I'm not sure what you're talking about.... Certainly, there are those in the Church who see *any* passionate embracing between men as belonging towards one end of the "sliding scale of [homo]sexuality." I'm not really sure what you're getting at in your post. You seem not to have understood anything I said.


A passionate embrace is one filled with passion. Passion does not denote sexual attraction....at all.



YES. And that is precisely Quinn's point. The problem is that the institutional Church seems to reject these kinds of feelings. Does it not?



No it does not at all. Why would do you think it does?

I've passionately embraced friends I haven't seen for a while or my brother when I haven't seen him for a while. To read any support at all for homosexual activity in Joseph's sermon would bring into question the person's sanity. I've read it, never once did it cross my mind that it could mean such a thing. The only way I think the passage could even be noticed is if the person doing the reading is desperately looking for homosexual references in everything they read.


Let me ask you this: When would it cross over into "homosexual" meaning, as you say? What is the difference? How would we tell? Who gets to decide? [/quote]

When is becomes erotic and sexually arousing, passionate in the context of romantic love, etc.

The Homosexual passage from the History of the Church:

"I will tell you what I want. If tomorrow I shall be called to lie in yonder tomb, in the morning of the resurrection, let me strike hands with my father, and cry, "My father," and he will say "My son, my son," as soon as the rock rends and before we come out of our graves.

And may we contemplate these things so?
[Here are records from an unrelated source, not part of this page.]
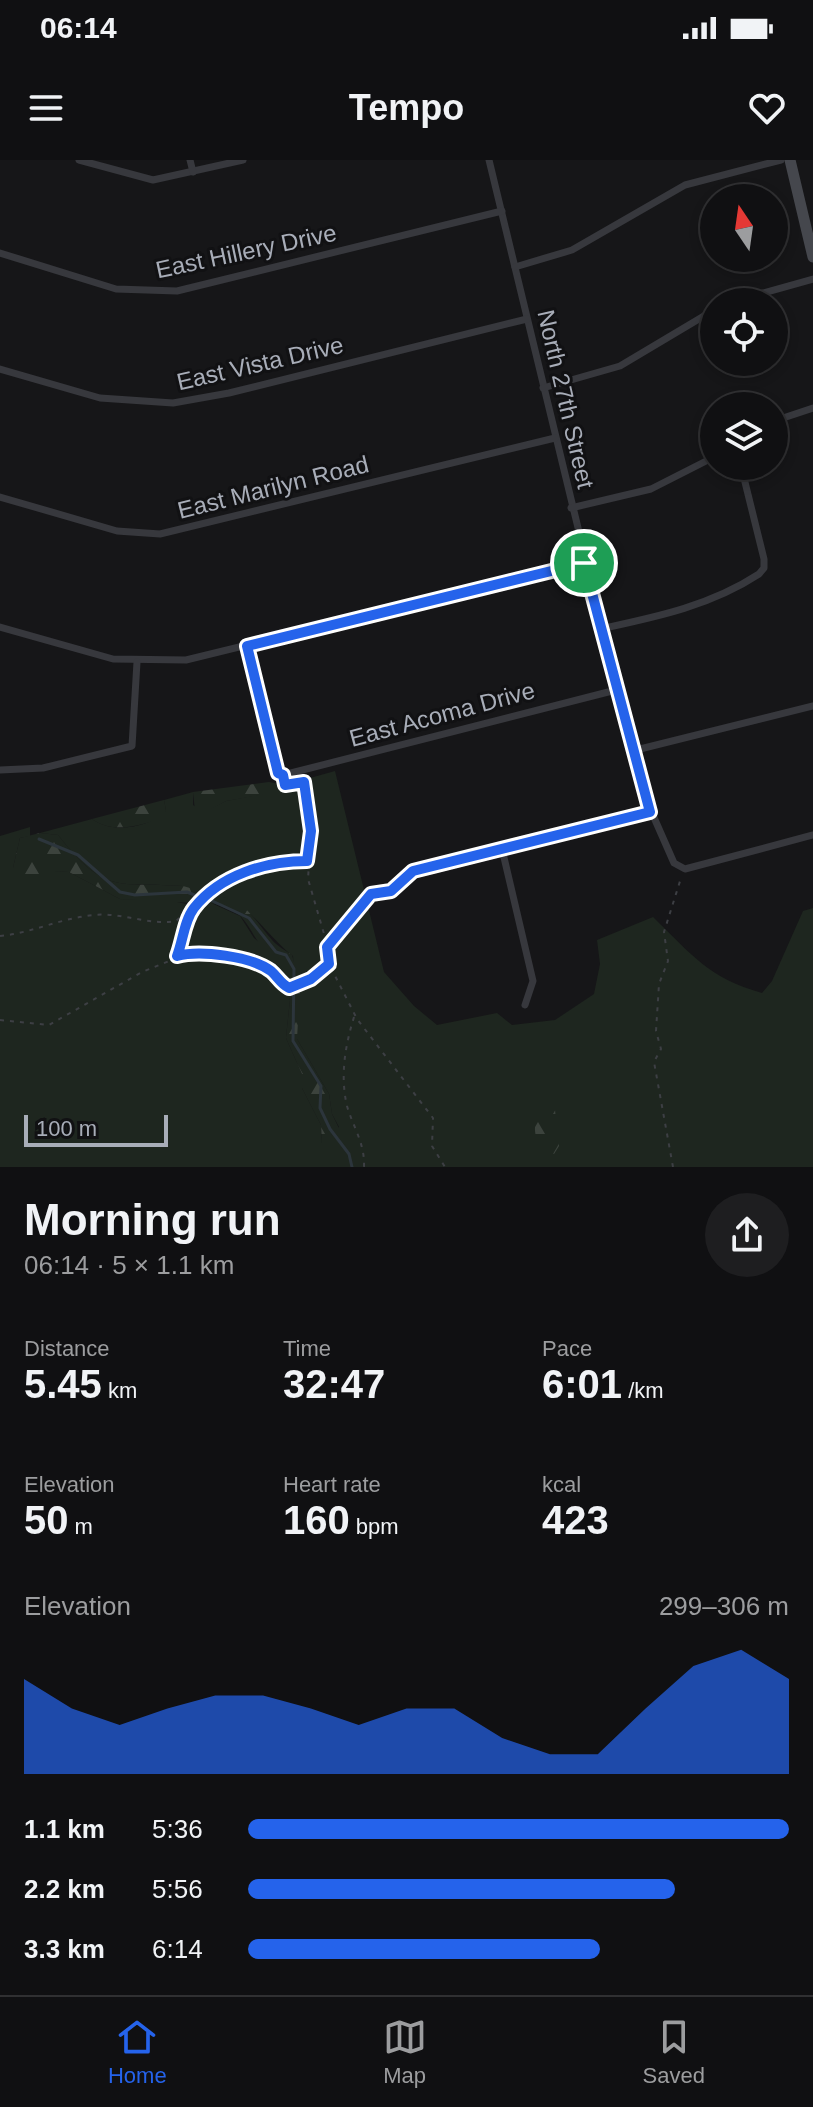 <!DOCTYPE html>
<meta charset="utf-8">
<style>
body{margin:0;font-family:Helvetica,sans-serif;background:#1e1e20;color:#f1f3f6;height:100vh;display:flex;flex-direction:column;font-size:30px;white-space:nowrap}
*{box-sizing:border-box;margin:0}
p{font-size:26px;color:#9c9d9f}
.icon{flex:none;width:44px;height:44px;fill:none;stroke:currentColor;stroke-width:2;stroke-linecap:round;stroke-linejoin:round}
.map{position:relative;height:1007px;overflow:hidden}
.side{display:flex;flex-direction:column;background:#101012;flex:1}
.side>*{flex:none}
.needle{width:52px;rotate:347deg}
.fabs{position:absolute;left:700px;top:24px;display:grid;gap:16px}
.fabs a{display:grid;place-items:center;width:88px;height:88px;border-radius:50%;background:#101012;box-shadow:0 4px 12px #0003,0 0 0 2px #303032;font-size:40px}
.scale{position:absolute;left:24px;bottom:20px;width:144px;box-sizing:border-box;padding-left:8px;border:4px solid #a8adb8;border-top:0;font-size:22px;line-height:28px;white-space:nowrap;color:#a8adb8;-webkit-text-stroke:6px #111113;paint-order:stroke}
.pin{position:absolute;display:grid;place-items:center;width:68px;height:68px;color:#fff;margin:-34px;border:4px solid #fff;border-radius:50%;box-shadow:0 2px 8px #0007}
.round{display:grid;place-items:center;flex:none;width:84px;height:84px;border-radius:42px;background:#1e1e20}
.head{display:flex;align-items:center;justify-content:space-between;height:136px;padding:0 24px}
h1{font-size:44px;font-weight:800;line-height:60px}
.figures{display:grid;grid-template-columns:repeat(3,1fr);gap:12px;height:136px;padding:8px 24px}
.figures div{display:grid;align-content:center}
.figures b{font-size:40px;font-weight:800}
.figures small{font-size:22px;font-weight:400}
.figures p{font-size:22px}
.chart{height:224px;padding:16px 24px}
.chart p{display:flex;justify-content:space-between}
.chart svg{width:100%;height:144px;margin-top:8px;fill:#2563eb;opacity:.7}
ul{padding:0 24px;list-style:none;font-size:26px}
li{display:grid;grid-template-columns:128px 96px 1fr;align-items:center;height:60px}
li i{height:20px;border-radius:10px;background:#2563eb}
.status{display:flex;justify-content:space-between;align-items:center;height:56px;padding:0 40px;background:#101012;direction:ltr}
.status svg{height:22px;fill:currentColor}
header{display:flex;justify-content:space-between;align-items:center;height:104px;padding:0 24px;background:#101012;font-size:36px;font-weight:800}
.menu{display:flex;justify-content:space-around;align-items:center;height:112px;border-top:2px solid #303032;background:#101012;font-size:22px;color:#9c9d9f}
.menu a{display:grid;justify-items:center;gap:4px}
.menu .selected{color:#2563eb}
.map>svg:first-child{display:block}
.grass{fill:#1e261f;fill-rule:evenodd}
.forest{fill:url(#forest-firs)}
.lines{fill:none;stroke-linecap:round;stroke-linejoin:round}
.stream{stroke:#2c353c;stroke-width:3}
.path{stroke:#3d3f44;stroke-width:2;stroke-dasharray:4 6;stroke-linecap:butt}
.street{stroke:#37383d;stroke-width:7}
.secondary{stroke:#45474d;stroke-width:11}
.route-casing{stroke:#fff;stroke-width:16}
.route{stroke:#2563eb;stroke-width:10}
.labels{text-anchor:middle;dominant-baseline:central;stroke-width:6;stroke-linejoin:round;paint-order:stroke}
.street-label{font-size:24px;fill:#a8adb8;stroke:#111113}
</style>
<div class="status"><b>06:14</b><svg viewBox="0 0 49 12"><path d="M0 12V9h3v3zM5 12V6h3v6zM10 12V3h3v9zM15 12V0h3v12zM26 1h20v11H26zM47 4h2v5h-2z"/></svg></div>
<header><svg class="icon" aria-label="menu" viewBox="0 0 24 24"><path d="M4 6h16M4 12h16M4 18h16"/></svg>Tempo<svg class="icon" aria-label="heart" viewBox="0 0 24 24"><path d="M12 20l-8-8c-3-5 5-10 8-4 3-6 11-1 8 4z"/></svg></header>
<div class="map">
<svg width="813" height="1007" viewBox="0 0 813 1007">
<defs>
<pattern id="forest-firs" width="22" height="20" patternUnits="userSpaceOnUse" patternTransform="scale(2)"><rect width="22" height="20" fill="#1e261f"/><path d="M5 1l3.5 6h-7zM16 11l3.5 6h-7z" fill="#3c433d"/></pattern>
</defs>
<rect width="100%" height="100%" fill="#161618"/>
<path class="grass" d="M 335,611 L 384,812 L 414,846 L 437,865 L 497,853 L 512,865 L 555,860 L 594,834 L 600,804 L 597,780 L 653,757 C 692,795 709,818 762,833 L 772,821 L 803,751 L 813,748 L 813,1007 L 0,1007 L 0,676 L 30,667 L 30,676 L 20,678 L 13,708 L 69,712 L 120,739 L 168,740 L 191,745 L 183,726 C 116,722 105,735 58,675 L 40,673 L 92,659 C 112,674 148,668 166,651 L 164,640 L 193,632 L 193,645 L 204,652 L 226,641 L 284,630 L 283,626 L 296,624 L 307,632 L 310,618 ZM 214,736 C 246,737 268,778 293,796 L 297,879 L 329,934 L 332,954 L 339,967 L 322,984 L 321,965 L 302,928 L 302,914 L 286,878 L 290,840 L 282,806 L 278,797 L 254,778 L 240,756 L 209,742 Z"/>
<g class="forest">
<polygon points="269,622 283,625 284,631 226,641 204,653 195,650 193,632"/>
<path d="M 164,640 L 166,651 L 163,657 C 141,666 112,674 92,659 Z"/>
<path d="M 40,673 L 58,675 C 105,735 116,722 183,726 L 190,728 L 194,743 L 120,739 L 69,712 L 48,711 L 20,724 L 13,708 L 20,678 Z"/>
<path d="M 213,736 C 245,737 253,759 272,780 C 277,786 286,791 292,795 L 300,826 L 297,879 L 329,934 L 332,954 L 345,981 L 326,987 L 322,984 L 321,965 L 302,928 L 302,914 L 286,878 L 290,840 L 278,798 C 256,790 254,768 239,755 C 231,748 218,745 208,742 Z"/>
<path d="M 545,947 L 555,950 L 559,986 L 554,994 L 540,988 C 533,973 532,958 545,947 Z"/>
</g>
<g class="lines">
<g class="stream">
<polyline points="39,679 78,695 120,732 135,735 187,732 202,738"/>
<polyline points="208,739 249,758 276,792 286,795 294,809 293,881 321,926 320,948 330,969 349,994 352,1007"/>
</g>
<g class="path">
<polyline points="284,624 304,622 311,671 308,719 329,791 329,804 357,859 433,958 432,986 445,1007"/>
<polyline points="306,631 307,618"/>
<path d="M 0,776 C 32,773 61,758 94,755 C 121,752 150,766 176,761 L 231,716 L 306,701"/>
<polyline points="329,785 371,734 382,732"/>
<polyline points="178,795 194,748"/>
<path d="M 354,857 C 345,886 340,916 347,946 C 353,967 365,983 364,1007"/>
<polyline points="0,860 49,865 142,812 189,793 209,792 252,803 271,811 279,822 289,828 311,819 328,805"/>
<polyline points="673,1007 654,902 661,889 656,871 659,824 668,801 664,772 681,718"/>
</g>
<g class="street">
<polyline points="79,0 153,20 243,0"/>
<polyline points="190,0 193,12"/>
<polyline points="489,0 641,628 674,703 685,709 813,675"/>
<polyline points="0,93 116,129 177,131 502,51"/>
<polyline points="515,107 572,90 685,25 781,0"/>
<polyline points="731,142 813,119"/>
<polyline points="0,209 100,238 173,243 229,233 527,159"/>
<polyline points="543,228 620,206 714,150"/>
<polyline points="774,261 813,248"/>
<polyline points="0,337 117,371 160,374 555,278"/>
<polyline points="571,348 651,329 714,297"/>
<polyline points="0,467 113,499 186,500 584,403"/>
<path d="M 600,469 C 656,457 710,446 759,414 L 764,408 L 764,399 L 741,306"/>
<polyline points="247,486 278,613 283,615 616,530"/>
<polyline points="632,591 813,546"/>
<polyline points="0,610 43,608 132,586 137,502"/>
<polyline points="502,689 533,821 525,845"/>
<polyline points="391,731 413,711 650,652"/>
</g>
<polyline class="secondary" points="790,0 813,97"/>
</g>
<g class="lines">
<g class="route-casing">
<path id="route" d="M 584,403 L 650,652 L 413,711 L 391,731 L 371,734 L 327,787 L 329,804 L 311,819 L 289,828 C 280,823 278,817 271,811 C 251,796 200,790 177,796 C 183,781 184,761 194,748 C 220,715 266,701 307,701 L 311,671 L 304,622 L 285,625 L 283,615 L 278,613 L 247,486 Z"/>
</g>
<use href="#route" class="route"/>
</g>
<g class="labels">
<g class="street-label">
<text transform="translate(246 91) rotate(-12)">East Hillery Drive</text>
<text transform="translate(260 203) rotate(-13)">East Vista Drive</text>
<text transform="translate(566 239) rotate(77)">North 27th Street</text>
<text transform="translate(273 327) rotate(-14)">East Marilyn Road</text>
<text transform="translate(442 554) rotate(-15)">East Acoma Drive</text>
</g>
</g>
</svg>
<div class="fabs">
<a><svg class="needle" viewBox="-14 -14 28 28"><path d="M0-13l5 13h-10z" fill="#e53935"/><path d="M0 13l5-13h-10z" fill="#9c9d9f"/></svg></a>
<a><svg class="icon" aria-label="locate" viewBox="0 0 24 24"><circle cx="12" cy="12" r="6"/><path d="M12 2v4M12 18v4M2 12h4M18 12h4"/></svg></a>
<a><svg class="icon" aria-label="layers" viewBox="0 0 24 24"><path d="M12 4l9 5-9 5-9-5zM3 14l9 5 9-5"/></svg></a>
</div>
<div class="scale">100 m</div>
<div class="pin" style="left:584px;top:403px;background:#1e9e55"><svg class="icon" aria-label="arrive" viewBox="0 0 24 24"><path d="M6 21V4h12l-3 4 3 4H6"/></svg></div>
</div>
<section class="side">
<div class="head"><div><h1>Morning run</h1><p>06:14 · 5 × 1.1 km</p></div><a class="round"><svg class="icon" aria-label="share" viewBox="0 0 24 24"><path d="M12 15V3M7 8l5-5 5 5M5 13v7h14v-7"/></svg></a></div>
<div class="figures">
<div><p>Distance</p><b>5.45<small> km</small></b></div>
<div><p>Time</p><b>32:47</b></div>
<div><p>Pace</p><b>6:01<small> /km</small></b></div>
</div>
<div class="figures">
<div><p>Elevation</p><b>50<small> m</small></b></div>
<div><p>Heart rate</p><b>160<small> bpm</small></b></div>
<div><p>kcal</p><b>423</b></div>
</div>
<div class="chart"><p><span>Elevation</span>299–306 m</p>
<svg viewBox="0 0 160 44" preserveAspectRatio="none"><path d="M0 44V15L10 24L20 29L30 24L40 20L50 20L60 24L70 29L80 24L90 24L100 33L110 38L120 38L130 24L140 11L150 6L160 15V44z"/></svg>
</div>
<ul>
<li><b>1.1 km</b>5:36<i style="width:100%"></i></li>
<li><b>2.2 km</b>5:56<i style="width:79%"></i></li>
<li><b>3.3 km</b>6:14<i style="width:65%"></i></li>
</ul>
</section>
<nav class="menu">
<a class="selected"><svg class="icon" aria-label="home" viewBox="0 0 24 24"><path d="M3 11l9-7 9 7M6 9v11h12V9"/></svg>Home</a>
<a><svg class="icon" aria-label="map" viewBox="0 0 24 24"><path d="M3 6l6-2 6 2 6-2v14l-6 2-6-2-6 2zM9 4v14M15 6v14"/></svg>Map</a>
<a><svg class="icon" aria-label="saved" viewBox="0 0 24 24"><path d="M7 4h10v16l-5-4-5 4z"/></svg>Saved</a>
</nav>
Yes, if we learn how to live and how to die. When we lie down we contemplate how we may rise in the morning; and it is pleasing for friends to lie down together, locked in the arms of love, to sleep and wake in each other's embrace and renew their conversation.
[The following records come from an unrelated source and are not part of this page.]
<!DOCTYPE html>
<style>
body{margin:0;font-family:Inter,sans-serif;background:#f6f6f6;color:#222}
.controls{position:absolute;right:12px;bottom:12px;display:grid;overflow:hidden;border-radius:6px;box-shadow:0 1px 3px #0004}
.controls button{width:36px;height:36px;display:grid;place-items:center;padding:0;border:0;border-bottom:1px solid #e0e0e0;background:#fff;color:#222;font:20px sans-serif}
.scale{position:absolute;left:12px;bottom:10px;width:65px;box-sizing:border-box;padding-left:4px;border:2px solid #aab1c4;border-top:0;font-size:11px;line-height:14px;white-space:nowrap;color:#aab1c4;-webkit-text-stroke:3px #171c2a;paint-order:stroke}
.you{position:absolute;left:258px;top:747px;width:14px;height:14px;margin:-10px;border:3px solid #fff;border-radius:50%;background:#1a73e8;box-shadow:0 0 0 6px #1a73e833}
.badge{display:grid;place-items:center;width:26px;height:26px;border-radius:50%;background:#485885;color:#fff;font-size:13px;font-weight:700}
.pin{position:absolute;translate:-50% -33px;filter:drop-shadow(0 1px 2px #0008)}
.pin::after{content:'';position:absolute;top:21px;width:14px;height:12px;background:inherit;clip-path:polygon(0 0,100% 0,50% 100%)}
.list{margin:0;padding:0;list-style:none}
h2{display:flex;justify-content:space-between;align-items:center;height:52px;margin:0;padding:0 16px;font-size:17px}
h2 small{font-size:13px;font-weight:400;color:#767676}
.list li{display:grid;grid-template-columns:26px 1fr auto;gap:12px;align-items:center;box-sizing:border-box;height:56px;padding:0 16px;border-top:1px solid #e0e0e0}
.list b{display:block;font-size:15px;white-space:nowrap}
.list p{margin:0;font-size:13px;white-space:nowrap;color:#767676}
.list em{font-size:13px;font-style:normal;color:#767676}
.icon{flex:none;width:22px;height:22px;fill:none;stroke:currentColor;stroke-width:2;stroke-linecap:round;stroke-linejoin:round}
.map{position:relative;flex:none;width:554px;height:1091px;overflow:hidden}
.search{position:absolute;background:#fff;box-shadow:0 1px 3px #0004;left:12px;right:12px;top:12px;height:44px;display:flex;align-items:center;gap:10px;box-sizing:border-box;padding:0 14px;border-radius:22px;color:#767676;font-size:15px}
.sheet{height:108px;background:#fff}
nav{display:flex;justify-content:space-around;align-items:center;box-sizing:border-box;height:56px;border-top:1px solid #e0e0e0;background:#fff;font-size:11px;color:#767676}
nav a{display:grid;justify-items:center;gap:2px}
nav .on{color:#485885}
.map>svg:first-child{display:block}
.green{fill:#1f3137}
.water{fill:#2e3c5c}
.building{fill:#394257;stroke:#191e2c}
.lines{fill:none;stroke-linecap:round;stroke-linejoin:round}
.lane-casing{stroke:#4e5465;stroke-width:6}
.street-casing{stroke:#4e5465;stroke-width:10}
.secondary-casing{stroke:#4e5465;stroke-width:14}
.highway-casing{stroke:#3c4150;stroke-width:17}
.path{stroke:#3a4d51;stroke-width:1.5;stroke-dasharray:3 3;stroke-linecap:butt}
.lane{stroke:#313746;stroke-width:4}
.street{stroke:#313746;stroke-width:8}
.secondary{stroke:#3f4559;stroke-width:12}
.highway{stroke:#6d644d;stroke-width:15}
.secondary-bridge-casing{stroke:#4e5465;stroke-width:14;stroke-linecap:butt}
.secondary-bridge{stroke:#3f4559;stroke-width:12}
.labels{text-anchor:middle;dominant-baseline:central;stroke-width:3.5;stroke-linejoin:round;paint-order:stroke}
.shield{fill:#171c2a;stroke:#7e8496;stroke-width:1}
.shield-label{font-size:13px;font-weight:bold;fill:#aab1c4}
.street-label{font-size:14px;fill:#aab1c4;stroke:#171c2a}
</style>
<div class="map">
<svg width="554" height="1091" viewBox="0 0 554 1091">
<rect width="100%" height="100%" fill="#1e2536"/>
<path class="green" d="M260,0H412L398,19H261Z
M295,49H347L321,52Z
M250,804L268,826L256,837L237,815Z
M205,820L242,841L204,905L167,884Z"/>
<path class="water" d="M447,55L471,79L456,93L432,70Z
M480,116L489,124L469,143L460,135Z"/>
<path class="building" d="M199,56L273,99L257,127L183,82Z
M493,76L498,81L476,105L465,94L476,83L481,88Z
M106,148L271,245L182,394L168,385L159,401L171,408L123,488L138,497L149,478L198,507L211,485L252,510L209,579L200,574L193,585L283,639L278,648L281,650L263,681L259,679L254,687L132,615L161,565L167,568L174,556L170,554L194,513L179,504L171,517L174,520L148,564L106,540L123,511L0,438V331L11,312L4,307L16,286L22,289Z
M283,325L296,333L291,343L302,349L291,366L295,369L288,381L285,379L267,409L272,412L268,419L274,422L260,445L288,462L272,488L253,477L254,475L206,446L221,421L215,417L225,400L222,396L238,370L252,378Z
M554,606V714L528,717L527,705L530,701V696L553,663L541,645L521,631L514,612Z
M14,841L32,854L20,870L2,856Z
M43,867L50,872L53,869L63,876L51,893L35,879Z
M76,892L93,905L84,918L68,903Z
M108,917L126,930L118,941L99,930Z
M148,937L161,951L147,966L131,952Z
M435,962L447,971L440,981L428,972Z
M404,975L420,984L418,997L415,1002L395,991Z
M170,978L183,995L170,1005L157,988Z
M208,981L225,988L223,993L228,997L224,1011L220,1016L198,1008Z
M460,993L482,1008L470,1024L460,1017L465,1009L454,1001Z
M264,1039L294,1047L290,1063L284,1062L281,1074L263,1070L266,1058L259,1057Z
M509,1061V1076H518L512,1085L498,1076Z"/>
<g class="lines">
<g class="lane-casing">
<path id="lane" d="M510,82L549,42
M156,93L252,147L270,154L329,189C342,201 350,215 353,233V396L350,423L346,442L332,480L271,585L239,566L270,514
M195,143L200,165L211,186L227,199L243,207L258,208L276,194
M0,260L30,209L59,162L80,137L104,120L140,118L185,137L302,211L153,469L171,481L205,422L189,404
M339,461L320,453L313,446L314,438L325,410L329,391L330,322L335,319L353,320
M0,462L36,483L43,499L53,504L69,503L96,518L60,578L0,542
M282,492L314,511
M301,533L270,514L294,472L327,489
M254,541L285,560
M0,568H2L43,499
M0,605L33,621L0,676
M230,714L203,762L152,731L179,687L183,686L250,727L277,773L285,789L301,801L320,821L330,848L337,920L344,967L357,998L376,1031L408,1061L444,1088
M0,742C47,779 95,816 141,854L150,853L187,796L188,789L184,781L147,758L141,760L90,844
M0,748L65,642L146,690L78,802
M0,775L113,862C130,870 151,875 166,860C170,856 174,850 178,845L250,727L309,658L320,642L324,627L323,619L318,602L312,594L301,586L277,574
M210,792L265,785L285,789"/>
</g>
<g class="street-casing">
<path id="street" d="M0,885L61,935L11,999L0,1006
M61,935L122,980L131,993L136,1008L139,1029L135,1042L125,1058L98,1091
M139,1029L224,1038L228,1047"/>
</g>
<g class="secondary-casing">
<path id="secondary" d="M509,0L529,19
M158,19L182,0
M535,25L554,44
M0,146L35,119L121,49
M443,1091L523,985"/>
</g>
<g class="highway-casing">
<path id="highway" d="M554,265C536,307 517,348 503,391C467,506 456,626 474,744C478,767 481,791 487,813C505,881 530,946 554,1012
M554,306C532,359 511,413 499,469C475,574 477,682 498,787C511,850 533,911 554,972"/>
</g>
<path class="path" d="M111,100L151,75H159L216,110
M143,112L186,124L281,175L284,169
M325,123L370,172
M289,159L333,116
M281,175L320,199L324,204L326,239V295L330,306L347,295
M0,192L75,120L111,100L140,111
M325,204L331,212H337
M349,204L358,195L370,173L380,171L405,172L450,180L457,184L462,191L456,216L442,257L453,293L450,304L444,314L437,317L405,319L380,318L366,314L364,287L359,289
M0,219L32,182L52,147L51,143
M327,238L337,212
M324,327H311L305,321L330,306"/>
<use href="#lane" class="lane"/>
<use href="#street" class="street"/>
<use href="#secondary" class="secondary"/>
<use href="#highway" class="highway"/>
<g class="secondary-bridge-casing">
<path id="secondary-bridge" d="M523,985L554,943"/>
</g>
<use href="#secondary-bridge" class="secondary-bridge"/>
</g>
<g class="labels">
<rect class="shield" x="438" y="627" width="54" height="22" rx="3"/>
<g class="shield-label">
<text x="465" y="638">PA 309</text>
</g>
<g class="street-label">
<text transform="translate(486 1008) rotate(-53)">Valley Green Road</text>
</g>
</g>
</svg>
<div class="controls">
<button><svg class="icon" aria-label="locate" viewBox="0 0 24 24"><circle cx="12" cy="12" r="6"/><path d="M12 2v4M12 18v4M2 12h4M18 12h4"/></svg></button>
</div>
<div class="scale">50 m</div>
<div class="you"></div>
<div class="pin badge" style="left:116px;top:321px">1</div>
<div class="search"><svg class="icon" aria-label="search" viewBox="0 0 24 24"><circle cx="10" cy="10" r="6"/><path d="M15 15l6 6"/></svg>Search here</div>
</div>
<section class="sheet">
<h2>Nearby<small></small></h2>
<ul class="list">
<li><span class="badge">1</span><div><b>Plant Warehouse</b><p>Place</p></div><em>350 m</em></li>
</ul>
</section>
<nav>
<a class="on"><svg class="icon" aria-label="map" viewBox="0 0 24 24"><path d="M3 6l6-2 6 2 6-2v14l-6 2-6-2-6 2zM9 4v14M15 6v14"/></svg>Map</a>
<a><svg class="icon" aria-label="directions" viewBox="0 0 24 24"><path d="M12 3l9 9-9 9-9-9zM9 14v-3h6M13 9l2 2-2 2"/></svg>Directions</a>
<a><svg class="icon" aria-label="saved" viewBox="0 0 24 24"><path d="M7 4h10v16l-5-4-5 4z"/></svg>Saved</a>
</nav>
Would you think it strange if I relate what I have seen in vision in relation to this interesting theme? Those who have died in Jesus Christ may expect to enter into all that fruition of joy when they come forth, which they possessed or anticipated here.

So plain was the vision, that I actually saw men, before they had ascended from the tomb, as though they were getting up slowly. They took each other by the hand and said to each other, "My father, my son, my mother, my daughter, my brother, my sister." And when the voice calls for the dead to arise, suppose I am laid by the side of my father, what would be the first joy of my heart? To meet my father, my mother, my brother, my sister; and when they are by my side, I embrace them and they me."

From this Quinn reads homosexual attraction. Anyone else read it that way


Not in the slightest at all.

As I recall, Quinn does not read "homosexual" attraction into this passage. (If anything, the final portion of the speech you've quoted is orgiastic in nature---I.e., with multiple people "embracing". And by the way: I think you neatly overlook the fact that "embrace" was often a euphimism for "sex".)


It was? When? Why do you think this? Evidence?